### WHAT THE TASK ASKS
Scan the entries below and extract each line with the word "bottom" in it.

---

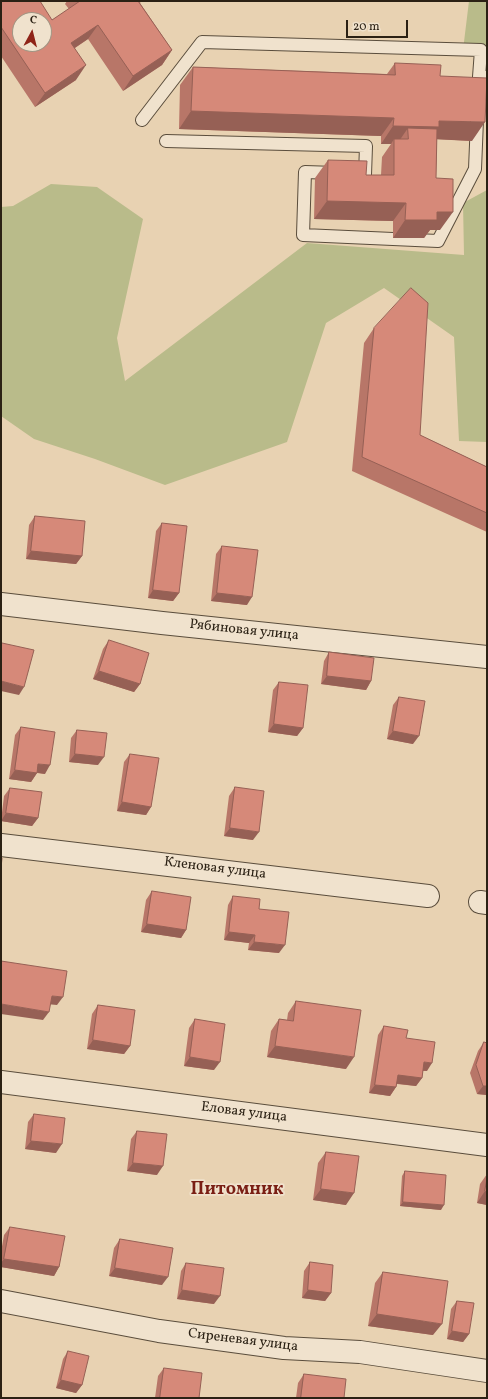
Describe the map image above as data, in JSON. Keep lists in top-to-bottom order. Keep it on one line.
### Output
{"streets":{"street":["Рябиновая улица","Кленовая улица","Еловая улица","Сиреневая улица"]},"districts":["Питомник"],"scale_bar":"20 m","north":"top"}
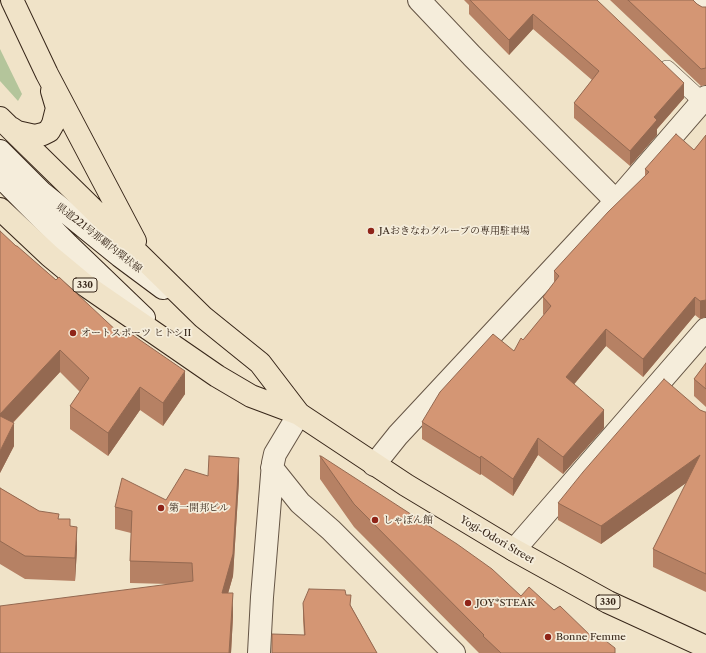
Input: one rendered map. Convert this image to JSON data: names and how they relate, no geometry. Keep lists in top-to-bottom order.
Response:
{
  "streets": {
    "highway": ["330", "Yogi-Odori Street"],
    "street": ["県道221号那覇内環状線"]
  },
  "crossings": [
    ["県道221号那覇内環状線", "330"],
    ["県道221号那覇内環状線", "Yogi-Odori Street"],
    ["330", "Yogi-Odori Street"]
  ],
  "places": [
    "JAおきなわグループの専用駐車場",
    "オートスポーツ ヒトシII",
    "第一開邦ビル",
    "しゃぼん館",
    "JOY*STEAK",
    "Bonne Femme"
  ]
}
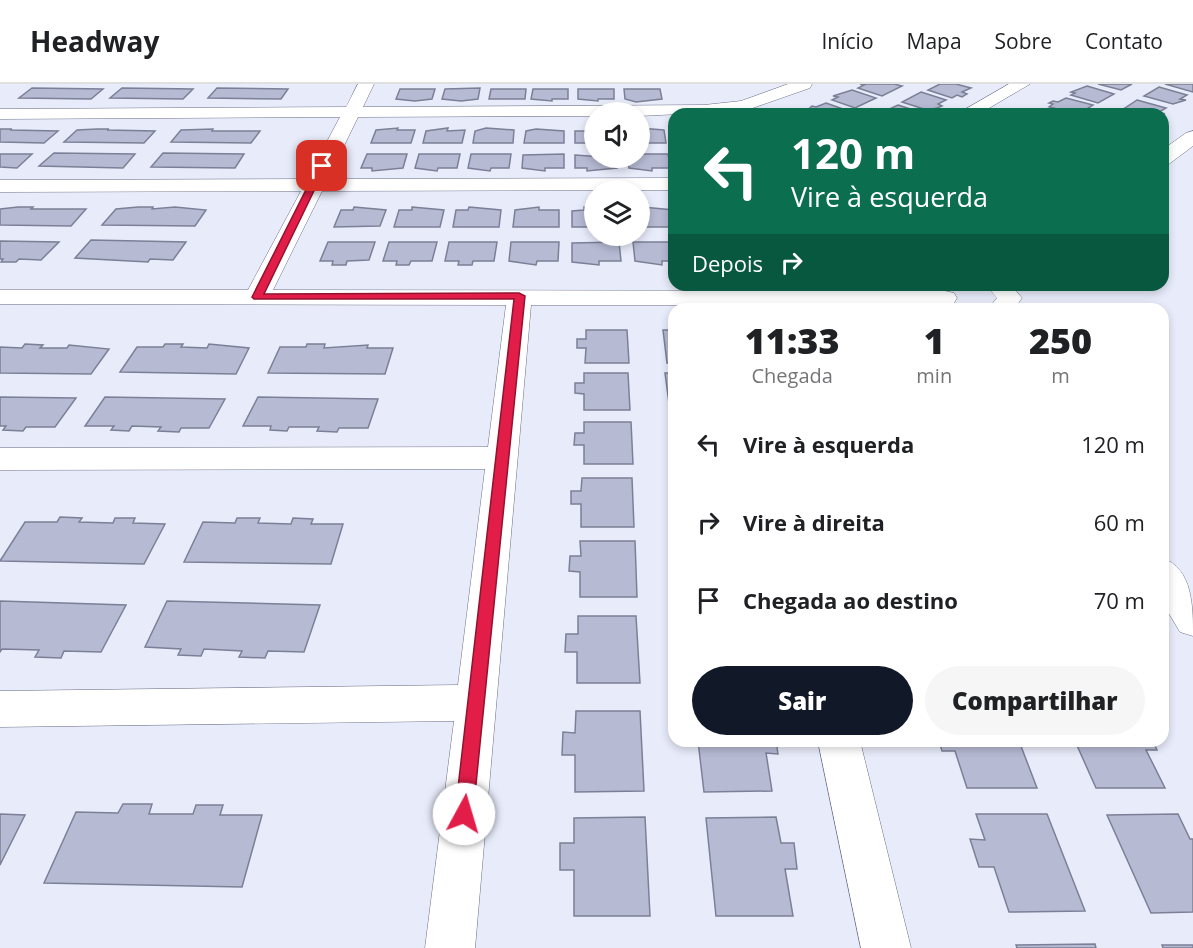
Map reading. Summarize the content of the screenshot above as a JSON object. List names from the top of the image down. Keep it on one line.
{"page":{"header":"Headway","nav":["Início","Mapa","Sobre","Contato"],"turn":["120 m","Vire à esquerda"],"then":"Depois","eta":["11:33","Chegada","1","min","250","m"],"list":[{"name":"Vire à esquerda","value":"120 m"},{"name":"Vire à direita","value":"60 m"},{"name":"Chegada ao destino","value":"70 m"}],"buttons":["Sair","Compartilhar"]}}
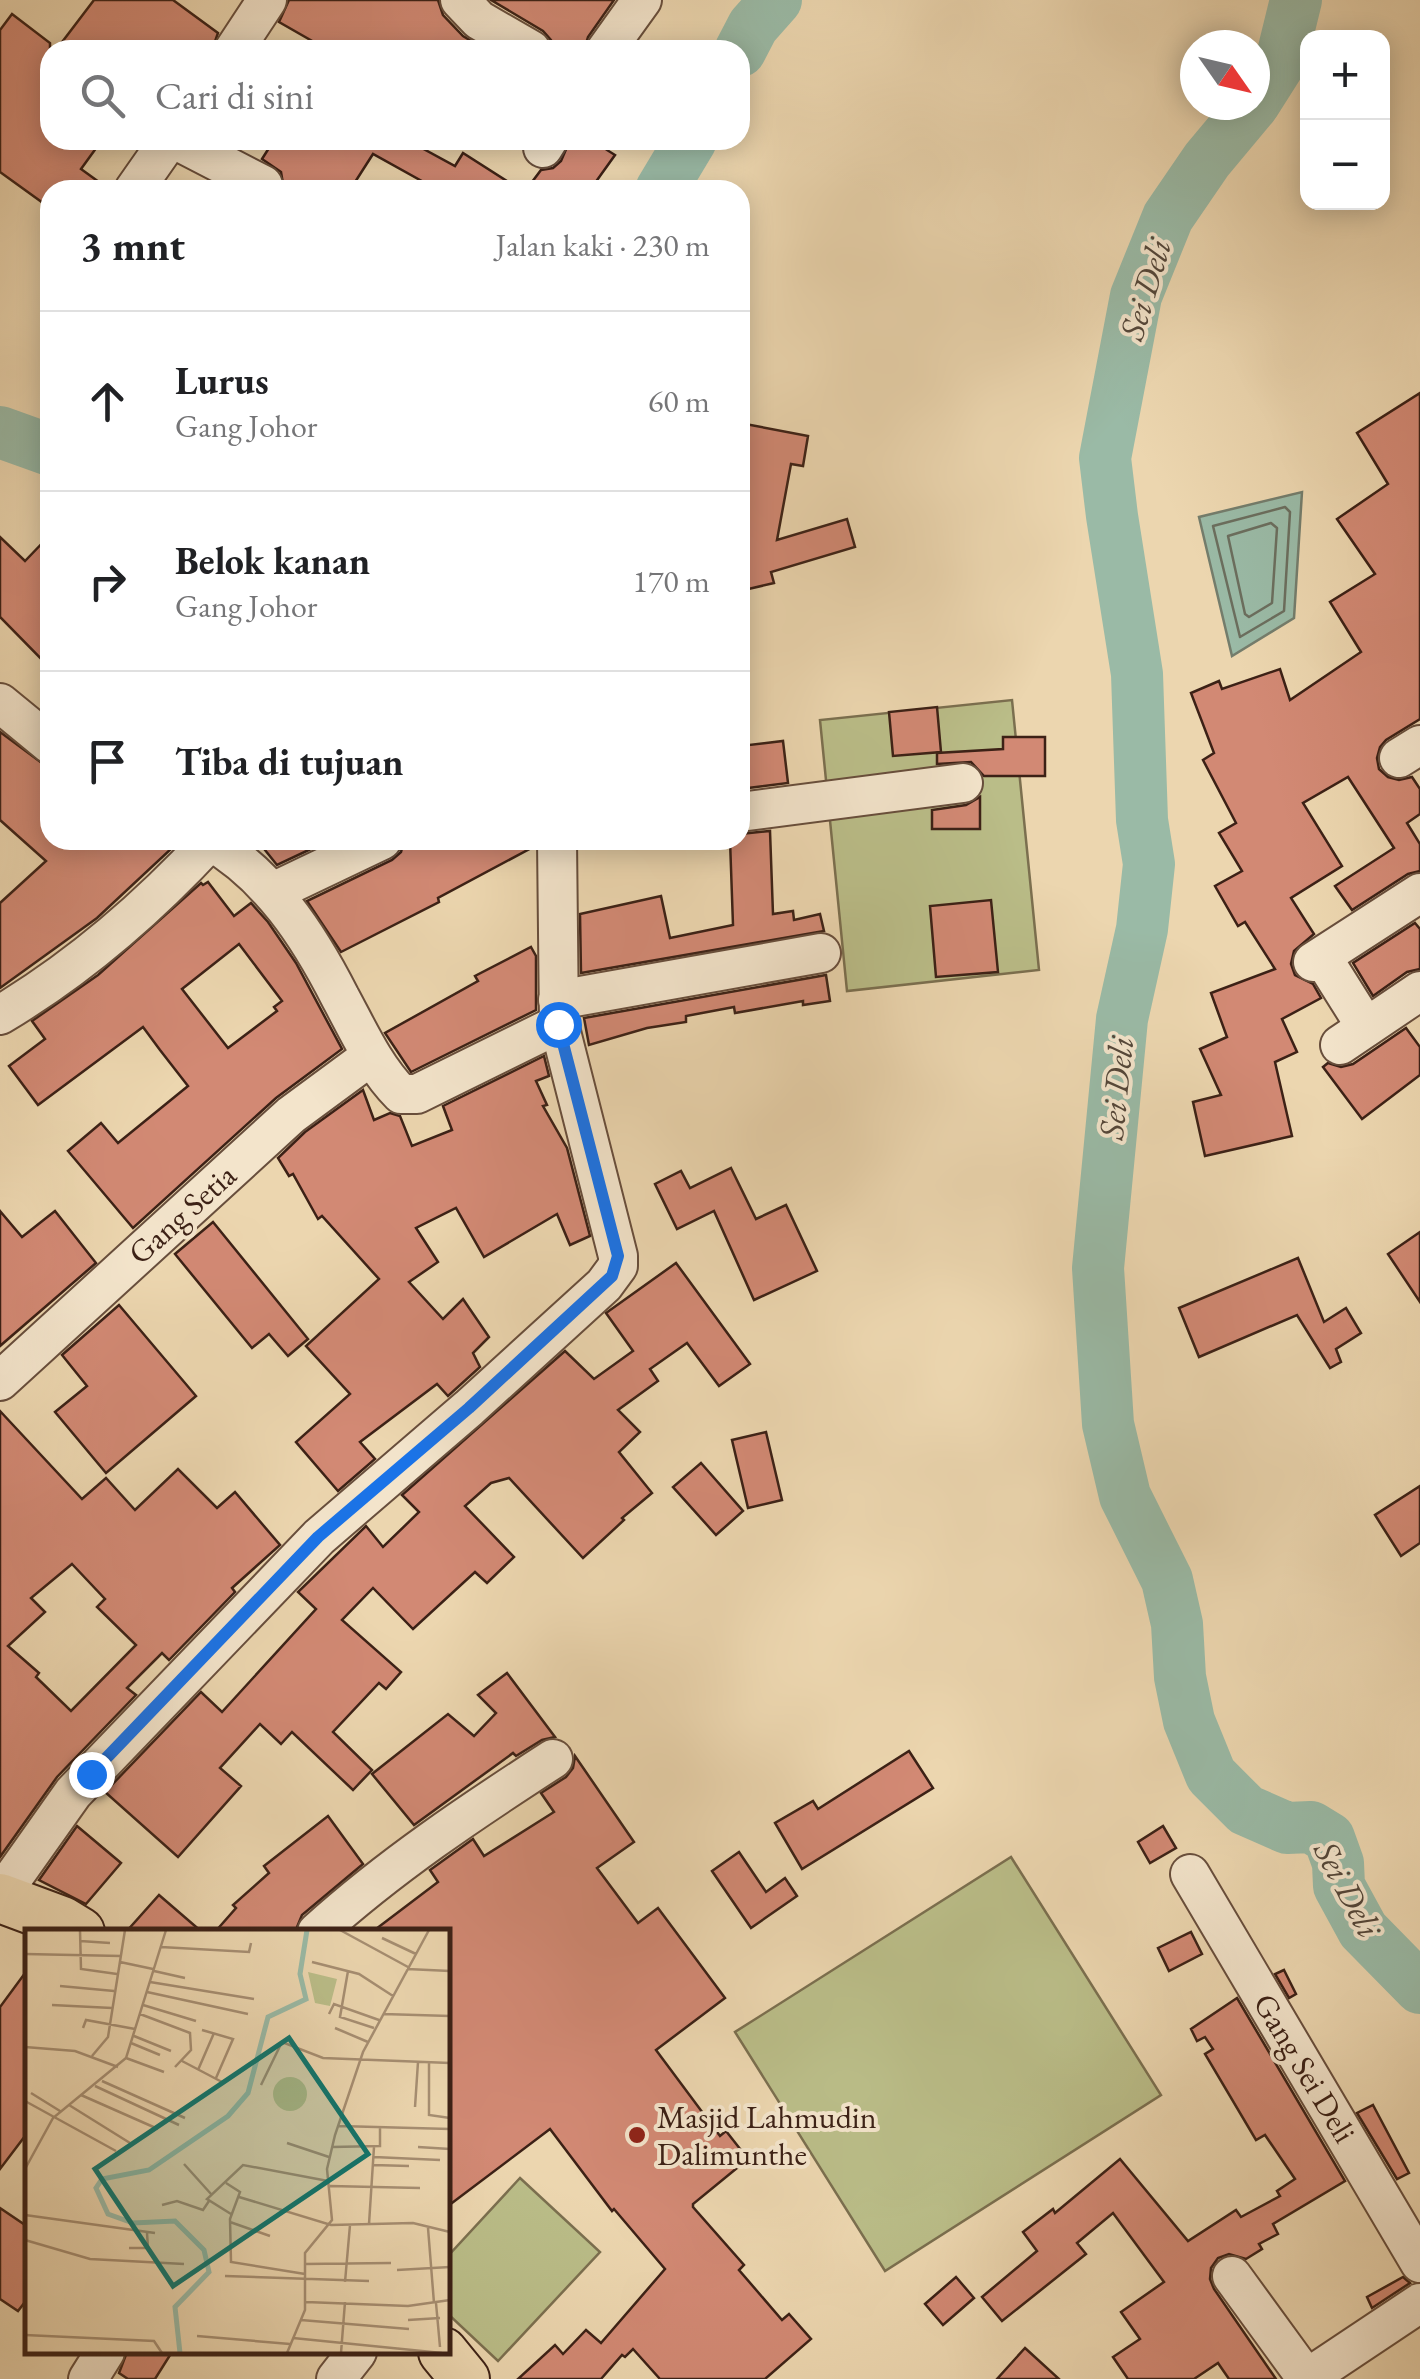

---

### EXERCISE RESPONSE
Describe the map image above as data, in JSON. Keep lists in top-to-bottom order. Keep it on one line.
Input: one rendered map. Convert this image to JSON data: names and how they relate, no geometry. Keep lists in top-to-bottom order.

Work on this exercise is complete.